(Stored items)
*** Begin section ***
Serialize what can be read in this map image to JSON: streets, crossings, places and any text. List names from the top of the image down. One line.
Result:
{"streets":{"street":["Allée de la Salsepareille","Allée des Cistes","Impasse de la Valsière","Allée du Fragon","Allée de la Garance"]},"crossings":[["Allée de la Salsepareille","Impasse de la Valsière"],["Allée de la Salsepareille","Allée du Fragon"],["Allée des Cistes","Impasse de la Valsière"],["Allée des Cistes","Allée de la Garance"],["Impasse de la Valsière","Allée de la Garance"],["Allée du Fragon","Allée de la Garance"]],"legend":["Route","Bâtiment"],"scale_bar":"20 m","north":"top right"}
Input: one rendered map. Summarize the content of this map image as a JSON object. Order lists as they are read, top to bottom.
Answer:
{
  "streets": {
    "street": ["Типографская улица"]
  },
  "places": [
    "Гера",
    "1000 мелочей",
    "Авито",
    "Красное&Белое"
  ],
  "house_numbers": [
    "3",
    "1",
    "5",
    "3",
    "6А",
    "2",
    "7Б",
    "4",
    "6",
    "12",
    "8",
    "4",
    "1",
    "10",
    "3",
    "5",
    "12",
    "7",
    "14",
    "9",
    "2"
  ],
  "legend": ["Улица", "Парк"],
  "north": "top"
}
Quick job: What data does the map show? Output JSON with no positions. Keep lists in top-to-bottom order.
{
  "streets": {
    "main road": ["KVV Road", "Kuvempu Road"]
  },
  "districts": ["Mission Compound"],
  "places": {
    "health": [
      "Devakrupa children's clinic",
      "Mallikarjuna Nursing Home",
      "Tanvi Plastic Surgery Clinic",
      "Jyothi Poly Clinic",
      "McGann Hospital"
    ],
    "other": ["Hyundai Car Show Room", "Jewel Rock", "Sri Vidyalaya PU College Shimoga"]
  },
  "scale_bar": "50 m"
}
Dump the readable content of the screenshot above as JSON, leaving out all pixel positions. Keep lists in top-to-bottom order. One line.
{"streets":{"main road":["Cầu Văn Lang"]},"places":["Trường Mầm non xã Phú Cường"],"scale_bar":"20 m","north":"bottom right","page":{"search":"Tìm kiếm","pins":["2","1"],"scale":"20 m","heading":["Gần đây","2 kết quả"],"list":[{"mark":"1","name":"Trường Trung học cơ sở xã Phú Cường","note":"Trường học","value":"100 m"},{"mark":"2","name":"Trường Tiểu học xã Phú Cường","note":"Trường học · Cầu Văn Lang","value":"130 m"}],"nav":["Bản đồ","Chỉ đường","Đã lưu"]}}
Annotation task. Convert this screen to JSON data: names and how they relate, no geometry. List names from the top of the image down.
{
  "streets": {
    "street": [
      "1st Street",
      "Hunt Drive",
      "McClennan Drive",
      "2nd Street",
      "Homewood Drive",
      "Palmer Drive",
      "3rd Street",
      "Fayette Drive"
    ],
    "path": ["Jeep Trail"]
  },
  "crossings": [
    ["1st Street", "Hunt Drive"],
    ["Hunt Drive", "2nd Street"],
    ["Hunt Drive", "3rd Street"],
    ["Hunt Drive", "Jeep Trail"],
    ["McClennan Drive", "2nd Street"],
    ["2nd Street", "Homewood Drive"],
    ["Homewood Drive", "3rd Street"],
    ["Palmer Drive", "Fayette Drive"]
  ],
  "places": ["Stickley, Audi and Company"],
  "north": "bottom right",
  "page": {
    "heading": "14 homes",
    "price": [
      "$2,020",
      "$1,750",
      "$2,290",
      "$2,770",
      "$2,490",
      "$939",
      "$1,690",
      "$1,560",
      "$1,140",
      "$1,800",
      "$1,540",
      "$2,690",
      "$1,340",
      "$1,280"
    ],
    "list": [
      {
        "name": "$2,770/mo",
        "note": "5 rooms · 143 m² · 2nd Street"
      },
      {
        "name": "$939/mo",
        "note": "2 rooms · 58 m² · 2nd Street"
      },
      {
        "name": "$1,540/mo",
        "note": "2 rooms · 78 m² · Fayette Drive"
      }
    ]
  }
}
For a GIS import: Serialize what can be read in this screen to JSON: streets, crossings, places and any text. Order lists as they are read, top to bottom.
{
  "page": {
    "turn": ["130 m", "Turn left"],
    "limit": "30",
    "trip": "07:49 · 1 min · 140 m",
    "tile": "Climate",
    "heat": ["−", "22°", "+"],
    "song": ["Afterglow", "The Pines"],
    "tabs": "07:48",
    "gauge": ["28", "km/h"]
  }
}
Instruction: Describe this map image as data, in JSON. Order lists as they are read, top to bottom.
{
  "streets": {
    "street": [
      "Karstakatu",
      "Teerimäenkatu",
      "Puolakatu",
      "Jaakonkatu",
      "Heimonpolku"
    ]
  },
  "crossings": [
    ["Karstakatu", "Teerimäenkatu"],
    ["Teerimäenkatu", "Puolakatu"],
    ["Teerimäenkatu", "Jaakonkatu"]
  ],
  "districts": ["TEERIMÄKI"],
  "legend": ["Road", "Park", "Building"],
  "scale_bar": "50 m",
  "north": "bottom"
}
*** End section ***
- _Try it_
Return each line above precisely as written.

- _Result of the task_
Serialize what can be read in this map image to JSON: streets, crossings, places and any text. List names from the top of the image down. One line.
Result:
{"streets":{"street":["Allée de la Salsepareille","Allée des Cistes","Impasse de la Valsière","Allée du Fragon","Allée de la Garance"]},"crossings":[["Allée de la Salsepareille","Impasse de la Valsière"],["Allée de la Salsepareille","Allée du Fragon"],["Allée des Cistes","Impasse de la Valsière"],["Allée des Cistes","Allée de la Garance"],["Impasse de la Valsière","Allée de la Garance"],["Allée du Fragon","Allée de la Garance"]],"legend":["Route","Bâtiment"],"scale_bar":"20 m","north":"top right"}
Input: one rendered map. Summarize the content of this map image as a JSON object. Order lists as they are read, top to bottom.
Answer:
{
  "streets": {
    "street": ["Типографская улица"]
  },
  "places": [
    "Гера",
    "1000 мелочей",
    "Авито",
    "Красное&Белое"
  ],
  "house_numbers": [
    "3",
    "1",
    "5",
    "3",
    "6А",
    "2",
    "7Б",
    "4",
    "6",
    "12",
    "8",
    "4",
    "1",
    "10",
    "3",
    "5",
    "12",
    "7",
    "14",
    "9",
    "2"
  ],
  "legend": ["Улица", "Парк"],
  "north": "top"
}
Quick job: What data does the map show? Output JSON with no positions. Keep lists in top-to-bottom order.
{
  "streets": {
    "main road": ["KVV Road", "Kuvempu Road"]
  },
  "districts": ["Mission Compound"],
  "places": {
    "health": [
      "Devakrupa children's clinic",
      "Mallikarjuna Nursing Home",
      "Tanvi Plastic Surgery Clinic",
      "Jyothi Poly Clinic",
      "McGann Hospital"
    ],
    "other": ["Hyundai Car Show Room", "Jewel Rock", "Sri Vidyalaya PU College Shimoga"]
  },
  "scale_bar": "50 m"
}
Dump the readable content of the screenshot above as JSON, leaving out all pixel positions. Keep lists in top-to-bottom order. One line.
{"streets":{"main road":["Cầu Văn Lang"]},"places":["Trường Mầm non xã Phú Cường"],"scale_bar":"20 m","north":"bottom right","page":{"search":"Tìm kiếm","pins":["2","1"],"scale":"20 m","heading":["Gần đây","2 kết quả"],"list":[{"mark":"1","name":"Trường Trung học cơ sở xã Phú Cường","note":"Trường học","value":"100 m"},{"mark":"2","name":"Trường Tiểu học xã Phú Cường","note":"Trường học · Cầu Văn Lang","value":"130 m"}],"nav":["Bản đồ","Chỉ đường","Đã lưu"]}}
Annotation task. Convert this screen to JSON data: names and how they relate, no geometry. List names from the top of the image down.
{
  "streets": {
    "street": [
      "1st Street",
      "Hunt Drive",
      "McClennan Drive",
      "2nd Street",
      "Homewood Drive",
      "Palmer Drive",
      "3rd Street",
      "Fayette Drive"
    ],
    "path": ["Jeep Trail"]
  },
  "crossings": [
    ["1st Street", "Hunt Drive"],
    ["Hunt Drive", "2nd Street"],
    ["Hunt Drive", "3rd Street"],
    ["Hunt Drive", "Jeep Trail"],
    ["McClennan Drive", "2nd Street"],
    ["2nd Street", "Homewood Drive"],
    ["Homewood Drive", "3rd Street"],
    ["Palmer Drive", "Fayette Drive"]
  ],
  "places": ["Stickley, Audi and Company"],
  "north": "bottom right",
  "page": {
    "heading": "14 homes",
    "price": [
      "$2,020",
      "$1,750",
      "$2,290",
      "$2,770",
      "$2,490",
      "$939",
      "$1,690",
      "$1,560",
      "$1,140",
      "$1,800",
      "$1,540",
      "$2,690",
      "$1,340",
      "$1,280"
    ],
    "list": [
      {
        "name": "$2,770/mo",
        "note": "5 rooms · 143 m² · 2nd Street"
      },
      {
        "name": "$939/mo",
        "note": "2 rooms · 58 m² · 2nd Street"
      },
      {
        "name": "$1,540/mo",
        "note": "2 rooms · 78 m² · Fayette Drive"
      }
    ]
  }
}
For a GIS import: Serialize what can be read in this screen to JSON: streets, crossings, places and any text. Order lists as they are read, top to bottom.
{
  "page": {
    "turn": ["130 m", "Turn left"],
    "limit": "30",
    "trip": "07:49 · 1 min · 140 m",
    "tile": "Climate",
    "heat": ["−", "22°", "+"],
    "song": ["Afterglow", "The Pines"],
    "tabs": "07:48",
    "gauge": ["28", "km/h"]
  }
}
Instruction: Describe this map image as data, in JSON. Order lists as they are read, top to bottom.
{
  "streets": {
    "street": [
      "Karstakatu",
      "Teerimäenkatu",
      "Puolakatu",
      "Jaakonkatu",
      "Heimonpolku"
    ]
  },
  "crossings": [
    ["Karstakatu", "Teerimäenkatu"],
    ["Teerimäenkatu", "Puolakatu"],
    ["Teerimäenkatu", "Jaakonkatu"]
  ],
  "districts": ["TEERIMÄKI"],
  "legend": ["Road", "Park", "Building"],
  "scale_bar": "50 m",
  "north": "bottom"
}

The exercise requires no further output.